[Fot] TR3 exhaust...revisited...

Bill Dentinger billdentin at aol.com
Fri Apr 27 13:26:16 MDT 2018



Amici...


This is a Long Story for the FOT, but directed mostly at old farts who were actually around in the mid-20th century.  These are people who might actually understand how the 'Smitty Flow Through' glasspac attempted to provide proof to the local police that your car actually had a muffler back in the day.  "See, officer.  There it is.  That's my muffler."  Newbees, who can't relate, might want to hit their Delete Key now.


Back in 1957, when I was a senior in High School, my paternal Grandmother (God Rest Her Soul), who was also my God-mother, had given me $350 as a graduation present.  $350 was the most money that I knew existed back then.  I did not know that my Grandmother had $350, much less that she might consider giving it to me.  And it was a good five months before I was scheduled to graduate.  Talk about opportunity based on an Act of Faith.  Anyway, I took the money and I bought a very,very used, but very nice looking 1951 Ford convertible.  It was powder blue, and had an extended rear deck and continental tire kit.  I shaved the front deck, added eye lids to the headlights, and blue dot lenses (illegal) to the tail lights.  I added fender skirts and I replaced the rag top's rear window (several times).  I also lowered the rear end about two inches (to a point where that extended rear deck would drag on driveway ramps).  Out on the West Coast they were lowering the front ends.  Here in the Midwest...we were lowering the rear ends.  But that car looked GOOD!  It looked like a Classic Lead Sled.  It was fantastic, and in my pre-Triumph, Bebopper days, duck-tailed Hollywood haircut...the whole nine yards.  This is the car I used to court Shirley Jean.  Her long pony tail used to flop in the breeze as we tooled down the street with the top down.  

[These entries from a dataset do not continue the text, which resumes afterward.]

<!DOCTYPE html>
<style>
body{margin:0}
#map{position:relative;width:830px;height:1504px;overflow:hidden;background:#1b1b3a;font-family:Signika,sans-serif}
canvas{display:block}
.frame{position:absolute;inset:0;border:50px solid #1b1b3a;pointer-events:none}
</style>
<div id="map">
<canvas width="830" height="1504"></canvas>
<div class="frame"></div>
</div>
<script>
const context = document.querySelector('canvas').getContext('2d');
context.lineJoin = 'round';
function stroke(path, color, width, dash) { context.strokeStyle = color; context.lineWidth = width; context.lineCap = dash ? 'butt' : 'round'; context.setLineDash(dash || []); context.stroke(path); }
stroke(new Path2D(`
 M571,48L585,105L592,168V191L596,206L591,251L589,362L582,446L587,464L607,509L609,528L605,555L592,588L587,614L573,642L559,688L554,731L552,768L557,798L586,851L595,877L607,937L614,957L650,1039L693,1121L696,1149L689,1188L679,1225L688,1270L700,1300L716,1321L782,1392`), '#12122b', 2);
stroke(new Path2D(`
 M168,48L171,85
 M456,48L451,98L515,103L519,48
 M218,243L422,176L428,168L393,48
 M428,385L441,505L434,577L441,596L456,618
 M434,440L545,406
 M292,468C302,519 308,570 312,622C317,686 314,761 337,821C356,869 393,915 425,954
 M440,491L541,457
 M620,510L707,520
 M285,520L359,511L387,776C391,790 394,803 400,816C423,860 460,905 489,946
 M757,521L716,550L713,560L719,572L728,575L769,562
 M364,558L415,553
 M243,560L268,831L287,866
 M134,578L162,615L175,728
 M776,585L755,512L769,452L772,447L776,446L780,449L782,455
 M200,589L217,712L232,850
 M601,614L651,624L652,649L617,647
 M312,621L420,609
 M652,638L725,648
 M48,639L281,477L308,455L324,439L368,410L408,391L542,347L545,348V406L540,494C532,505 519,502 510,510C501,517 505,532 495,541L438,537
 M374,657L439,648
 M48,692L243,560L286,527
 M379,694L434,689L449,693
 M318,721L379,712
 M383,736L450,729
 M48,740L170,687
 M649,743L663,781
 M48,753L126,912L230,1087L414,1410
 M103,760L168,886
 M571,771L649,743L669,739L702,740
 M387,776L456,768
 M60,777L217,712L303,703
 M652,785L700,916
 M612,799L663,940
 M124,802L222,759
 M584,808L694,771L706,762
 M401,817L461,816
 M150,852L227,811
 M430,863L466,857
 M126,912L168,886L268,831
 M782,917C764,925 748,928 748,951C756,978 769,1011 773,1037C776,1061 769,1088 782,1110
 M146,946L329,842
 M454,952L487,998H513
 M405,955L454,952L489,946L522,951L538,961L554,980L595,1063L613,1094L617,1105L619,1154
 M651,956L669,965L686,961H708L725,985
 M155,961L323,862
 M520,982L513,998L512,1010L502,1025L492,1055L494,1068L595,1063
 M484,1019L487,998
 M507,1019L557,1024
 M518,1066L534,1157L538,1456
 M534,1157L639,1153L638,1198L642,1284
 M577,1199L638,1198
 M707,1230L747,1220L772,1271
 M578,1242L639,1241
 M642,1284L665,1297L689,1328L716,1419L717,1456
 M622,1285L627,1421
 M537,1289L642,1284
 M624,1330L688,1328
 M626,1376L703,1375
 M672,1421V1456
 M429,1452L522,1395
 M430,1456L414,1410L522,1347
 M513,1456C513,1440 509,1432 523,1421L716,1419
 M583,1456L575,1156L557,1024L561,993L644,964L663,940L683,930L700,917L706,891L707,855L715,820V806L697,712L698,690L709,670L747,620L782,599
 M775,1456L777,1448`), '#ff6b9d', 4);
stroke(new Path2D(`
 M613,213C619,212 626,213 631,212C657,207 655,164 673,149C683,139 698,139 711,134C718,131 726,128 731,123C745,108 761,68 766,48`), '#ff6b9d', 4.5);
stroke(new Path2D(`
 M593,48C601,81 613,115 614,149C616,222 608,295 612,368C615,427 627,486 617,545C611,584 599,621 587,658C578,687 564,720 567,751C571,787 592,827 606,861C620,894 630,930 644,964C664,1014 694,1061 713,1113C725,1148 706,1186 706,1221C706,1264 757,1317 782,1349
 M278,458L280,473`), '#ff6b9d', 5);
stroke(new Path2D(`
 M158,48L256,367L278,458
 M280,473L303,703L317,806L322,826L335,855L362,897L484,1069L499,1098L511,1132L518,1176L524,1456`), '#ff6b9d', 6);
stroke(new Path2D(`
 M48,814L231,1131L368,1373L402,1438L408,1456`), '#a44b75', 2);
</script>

That's all the Good News about that car.  There is some  Bad News too.  This car had a Ford six cylinder engine and Fordamatic.  It was so slow, that Roger Bannister broke the four minute mile before it did.  And it only broke the four minute mile once, going down a steep hill.  But that wimpy drive train probably saved me millions in exposure to speeding tickets, etc.  Another issue was the fact that the car used more oil than gasoline.  Talk about 'blow-by', the engine was shot...and made pretty blue smoke.  How did I deal with that wimpy drive train on such a great looking car?  Well, I always was more into Presentation than Performance, and what I did was add 'fake headers' to mimic a duel exhaust system.  They looked great coming out of that extended rear deck.  I also installed a 'Smitty Glass Pack', and BINGO!  The car sounded like a screamer.  I'd hold the car in low gear, working the transmission against the engine cruising down even a slight incline...and that car sounded like it was capable of 200-210 mph.  I had lots of offers for a drag race, but always was careful to say, "No thank you...I need to save these rear tires...".


Sad to say, I do not even have a picture of that car.  I do not know what happened to it.  When I graduated from High School in 1957, young men still had an eight year military obligation, which I decided to address.  I joined the Navy two months after graduating.  I was gone for four years (Plankowner, USS SPRINGFIELD CLG-7).  Shirley Jean waited.  The car didn't.  I suspect my brother Ron ended up with it, and it probably died.


Pity, but make a note that the 'Smitty Glass Pack' is a hero in this story...it helped make me and that car appear to be more than we deserved...and I still got Shirley Jean.